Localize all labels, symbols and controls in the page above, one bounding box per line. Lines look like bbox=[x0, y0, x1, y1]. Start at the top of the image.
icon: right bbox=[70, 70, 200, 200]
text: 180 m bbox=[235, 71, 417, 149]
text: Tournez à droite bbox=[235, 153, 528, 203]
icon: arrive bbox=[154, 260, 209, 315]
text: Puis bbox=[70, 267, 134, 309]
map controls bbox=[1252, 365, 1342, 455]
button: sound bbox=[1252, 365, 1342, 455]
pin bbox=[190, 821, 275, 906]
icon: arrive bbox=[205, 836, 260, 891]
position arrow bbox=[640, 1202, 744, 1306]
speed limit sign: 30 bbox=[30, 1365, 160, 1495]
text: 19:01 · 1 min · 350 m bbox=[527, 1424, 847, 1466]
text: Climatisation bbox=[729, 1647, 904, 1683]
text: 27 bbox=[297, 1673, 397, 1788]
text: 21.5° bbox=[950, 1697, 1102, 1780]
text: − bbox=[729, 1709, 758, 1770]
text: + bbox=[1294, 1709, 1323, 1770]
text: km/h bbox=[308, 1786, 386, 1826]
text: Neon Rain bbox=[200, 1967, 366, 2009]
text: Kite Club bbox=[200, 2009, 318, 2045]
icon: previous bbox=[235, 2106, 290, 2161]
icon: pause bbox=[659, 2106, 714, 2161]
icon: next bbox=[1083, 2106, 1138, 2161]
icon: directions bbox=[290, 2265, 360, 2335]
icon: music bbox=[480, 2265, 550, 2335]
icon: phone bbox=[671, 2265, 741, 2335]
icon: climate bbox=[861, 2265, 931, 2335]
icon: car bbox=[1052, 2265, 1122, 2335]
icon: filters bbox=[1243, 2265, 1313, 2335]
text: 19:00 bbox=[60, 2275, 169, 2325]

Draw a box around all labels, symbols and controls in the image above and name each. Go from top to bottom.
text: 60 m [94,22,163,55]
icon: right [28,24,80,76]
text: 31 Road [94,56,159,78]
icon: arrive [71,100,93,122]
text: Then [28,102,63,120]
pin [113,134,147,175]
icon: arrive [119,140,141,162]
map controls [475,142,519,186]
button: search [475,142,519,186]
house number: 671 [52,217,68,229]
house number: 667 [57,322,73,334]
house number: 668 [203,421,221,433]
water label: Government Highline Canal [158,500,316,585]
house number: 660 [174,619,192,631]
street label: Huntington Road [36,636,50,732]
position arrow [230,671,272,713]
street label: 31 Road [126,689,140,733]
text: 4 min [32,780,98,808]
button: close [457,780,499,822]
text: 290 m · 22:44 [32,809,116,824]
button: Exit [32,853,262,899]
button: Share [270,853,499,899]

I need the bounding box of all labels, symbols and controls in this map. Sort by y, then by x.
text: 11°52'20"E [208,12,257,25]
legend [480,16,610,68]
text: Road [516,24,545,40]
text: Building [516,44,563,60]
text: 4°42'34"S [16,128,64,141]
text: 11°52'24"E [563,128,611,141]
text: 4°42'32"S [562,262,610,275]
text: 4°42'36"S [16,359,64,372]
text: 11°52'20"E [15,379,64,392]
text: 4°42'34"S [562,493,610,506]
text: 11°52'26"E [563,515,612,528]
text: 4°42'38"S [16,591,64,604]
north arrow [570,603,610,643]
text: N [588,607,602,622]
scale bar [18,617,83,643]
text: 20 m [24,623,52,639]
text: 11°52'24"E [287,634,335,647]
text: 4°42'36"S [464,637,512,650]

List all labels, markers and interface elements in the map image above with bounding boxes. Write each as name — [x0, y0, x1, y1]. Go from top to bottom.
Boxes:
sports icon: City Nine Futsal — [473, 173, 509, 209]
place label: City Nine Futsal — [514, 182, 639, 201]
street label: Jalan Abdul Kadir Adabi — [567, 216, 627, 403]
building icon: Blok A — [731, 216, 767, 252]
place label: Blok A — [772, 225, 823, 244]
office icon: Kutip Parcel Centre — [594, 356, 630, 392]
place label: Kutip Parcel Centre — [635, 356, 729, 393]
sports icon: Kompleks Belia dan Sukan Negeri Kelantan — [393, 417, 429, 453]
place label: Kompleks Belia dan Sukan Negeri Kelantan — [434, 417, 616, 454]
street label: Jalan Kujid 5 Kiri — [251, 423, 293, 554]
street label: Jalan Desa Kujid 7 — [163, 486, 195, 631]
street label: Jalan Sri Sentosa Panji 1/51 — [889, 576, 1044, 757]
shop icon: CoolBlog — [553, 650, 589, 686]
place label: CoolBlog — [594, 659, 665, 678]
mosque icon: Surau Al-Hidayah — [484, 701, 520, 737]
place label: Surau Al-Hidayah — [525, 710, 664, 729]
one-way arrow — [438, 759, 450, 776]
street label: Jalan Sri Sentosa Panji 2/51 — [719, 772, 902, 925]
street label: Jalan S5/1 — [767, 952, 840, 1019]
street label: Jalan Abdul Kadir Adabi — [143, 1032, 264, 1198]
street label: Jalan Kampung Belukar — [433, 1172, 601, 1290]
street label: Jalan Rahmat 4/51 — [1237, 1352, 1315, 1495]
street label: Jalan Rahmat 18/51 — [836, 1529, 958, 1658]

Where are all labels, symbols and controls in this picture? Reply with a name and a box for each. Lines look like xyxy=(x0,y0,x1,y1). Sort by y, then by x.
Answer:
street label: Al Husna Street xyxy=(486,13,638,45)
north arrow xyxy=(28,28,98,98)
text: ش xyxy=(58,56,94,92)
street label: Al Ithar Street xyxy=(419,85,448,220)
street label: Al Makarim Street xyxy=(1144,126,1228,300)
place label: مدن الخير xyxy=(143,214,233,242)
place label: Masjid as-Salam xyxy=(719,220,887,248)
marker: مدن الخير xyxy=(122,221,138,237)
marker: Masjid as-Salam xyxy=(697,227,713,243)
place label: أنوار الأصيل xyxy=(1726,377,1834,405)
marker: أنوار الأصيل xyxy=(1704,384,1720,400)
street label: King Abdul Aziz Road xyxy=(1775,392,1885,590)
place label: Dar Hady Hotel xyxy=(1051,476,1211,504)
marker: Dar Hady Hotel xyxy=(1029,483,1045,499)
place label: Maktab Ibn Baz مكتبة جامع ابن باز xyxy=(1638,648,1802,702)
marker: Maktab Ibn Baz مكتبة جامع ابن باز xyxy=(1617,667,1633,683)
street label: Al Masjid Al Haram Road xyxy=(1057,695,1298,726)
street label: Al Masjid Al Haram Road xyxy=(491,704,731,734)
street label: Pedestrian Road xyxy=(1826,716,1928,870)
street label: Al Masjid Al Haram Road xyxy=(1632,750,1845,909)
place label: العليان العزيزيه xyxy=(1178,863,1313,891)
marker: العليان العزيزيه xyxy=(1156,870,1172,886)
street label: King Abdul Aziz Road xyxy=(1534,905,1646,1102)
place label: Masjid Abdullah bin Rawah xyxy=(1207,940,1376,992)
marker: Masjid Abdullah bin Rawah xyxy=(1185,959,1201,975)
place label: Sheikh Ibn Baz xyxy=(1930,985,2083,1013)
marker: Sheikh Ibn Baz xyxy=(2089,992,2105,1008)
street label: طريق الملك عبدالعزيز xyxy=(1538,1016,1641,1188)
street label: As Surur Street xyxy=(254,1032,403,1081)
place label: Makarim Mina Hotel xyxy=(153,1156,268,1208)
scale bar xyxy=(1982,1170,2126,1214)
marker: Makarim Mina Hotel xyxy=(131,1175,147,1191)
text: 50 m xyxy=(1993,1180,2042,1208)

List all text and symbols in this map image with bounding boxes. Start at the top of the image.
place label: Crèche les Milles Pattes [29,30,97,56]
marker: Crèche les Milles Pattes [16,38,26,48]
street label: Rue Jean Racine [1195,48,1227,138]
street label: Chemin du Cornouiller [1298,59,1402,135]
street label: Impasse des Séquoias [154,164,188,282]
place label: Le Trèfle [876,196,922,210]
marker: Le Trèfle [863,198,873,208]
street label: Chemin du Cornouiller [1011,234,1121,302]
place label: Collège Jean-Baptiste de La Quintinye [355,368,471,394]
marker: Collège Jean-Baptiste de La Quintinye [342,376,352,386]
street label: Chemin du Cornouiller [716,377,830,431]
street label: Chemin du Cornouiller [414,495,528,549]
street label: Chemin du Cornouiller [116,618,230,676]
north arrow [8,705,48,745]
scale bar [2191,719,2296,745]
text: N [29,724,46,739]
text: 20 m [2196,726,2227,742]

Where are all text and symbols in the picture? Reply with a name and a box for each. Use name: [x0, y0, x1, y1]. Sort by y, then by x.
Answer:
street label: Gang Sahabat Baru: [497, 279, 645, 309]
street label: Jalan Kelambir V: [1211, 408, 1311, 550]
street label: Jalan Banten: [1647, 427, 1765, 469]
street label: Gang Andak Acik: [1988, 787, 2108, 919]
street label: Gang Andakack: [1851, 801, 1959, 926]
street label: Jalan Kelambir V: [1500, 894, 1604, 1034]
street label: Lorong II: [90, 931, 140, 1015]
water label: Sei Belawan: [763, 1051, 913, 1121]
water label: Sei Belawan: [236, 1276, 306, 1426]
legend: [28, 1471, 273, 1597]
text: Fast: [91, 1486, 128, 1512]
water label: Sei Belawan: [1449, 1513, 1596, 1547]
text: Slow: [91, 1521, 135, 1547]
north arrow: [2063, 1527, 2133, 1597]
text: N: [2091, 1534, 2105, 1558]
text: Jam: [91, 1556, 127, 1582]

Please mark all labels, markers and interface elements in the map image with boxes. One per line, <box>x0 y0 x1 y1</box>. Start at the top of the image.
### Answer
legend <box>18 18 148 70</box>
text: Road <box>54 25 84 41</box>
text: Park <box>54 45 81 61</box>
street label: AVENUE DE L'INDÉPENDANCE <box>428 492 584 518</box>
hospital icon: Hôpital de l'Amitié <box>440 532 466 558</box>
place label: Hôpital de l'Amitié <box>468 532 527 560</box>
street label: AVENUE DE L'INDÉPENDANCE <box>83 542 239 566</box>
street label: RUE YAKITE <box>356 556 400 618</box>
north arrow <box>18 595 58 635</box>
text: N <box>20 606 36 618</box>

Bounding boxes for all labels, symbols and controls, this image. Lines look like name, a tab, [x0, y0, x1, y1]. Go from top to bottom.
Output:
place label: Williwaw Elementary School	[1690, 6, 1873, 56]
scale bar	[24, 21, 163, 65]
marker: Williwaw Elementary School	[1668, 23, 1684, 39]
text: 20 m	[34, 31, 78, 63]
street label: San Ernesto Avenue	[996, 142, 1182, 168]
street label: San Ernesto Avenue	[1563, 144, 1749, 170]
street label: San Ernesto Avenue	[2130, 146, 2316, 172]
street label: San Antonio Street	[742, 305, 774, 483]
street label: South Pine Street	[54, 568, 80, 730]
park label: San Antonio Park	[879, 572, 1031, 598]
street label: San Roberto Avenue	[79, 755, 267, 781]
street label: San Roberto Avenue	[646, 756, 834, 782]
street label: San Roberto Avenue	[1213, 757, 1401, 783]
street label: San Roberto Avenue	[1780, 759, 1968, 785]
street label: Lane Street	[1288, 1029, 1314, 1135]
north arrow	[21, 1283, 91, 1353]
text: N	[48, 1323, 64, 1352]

-=-=-

▶ **Work required**
Lines that contain "position" are the result; find them in the entries above and copy each one.

▶ **Written answer**
position arrow bbox=[640, 1202, 744, 1306]
position arrow [230,671,272,713]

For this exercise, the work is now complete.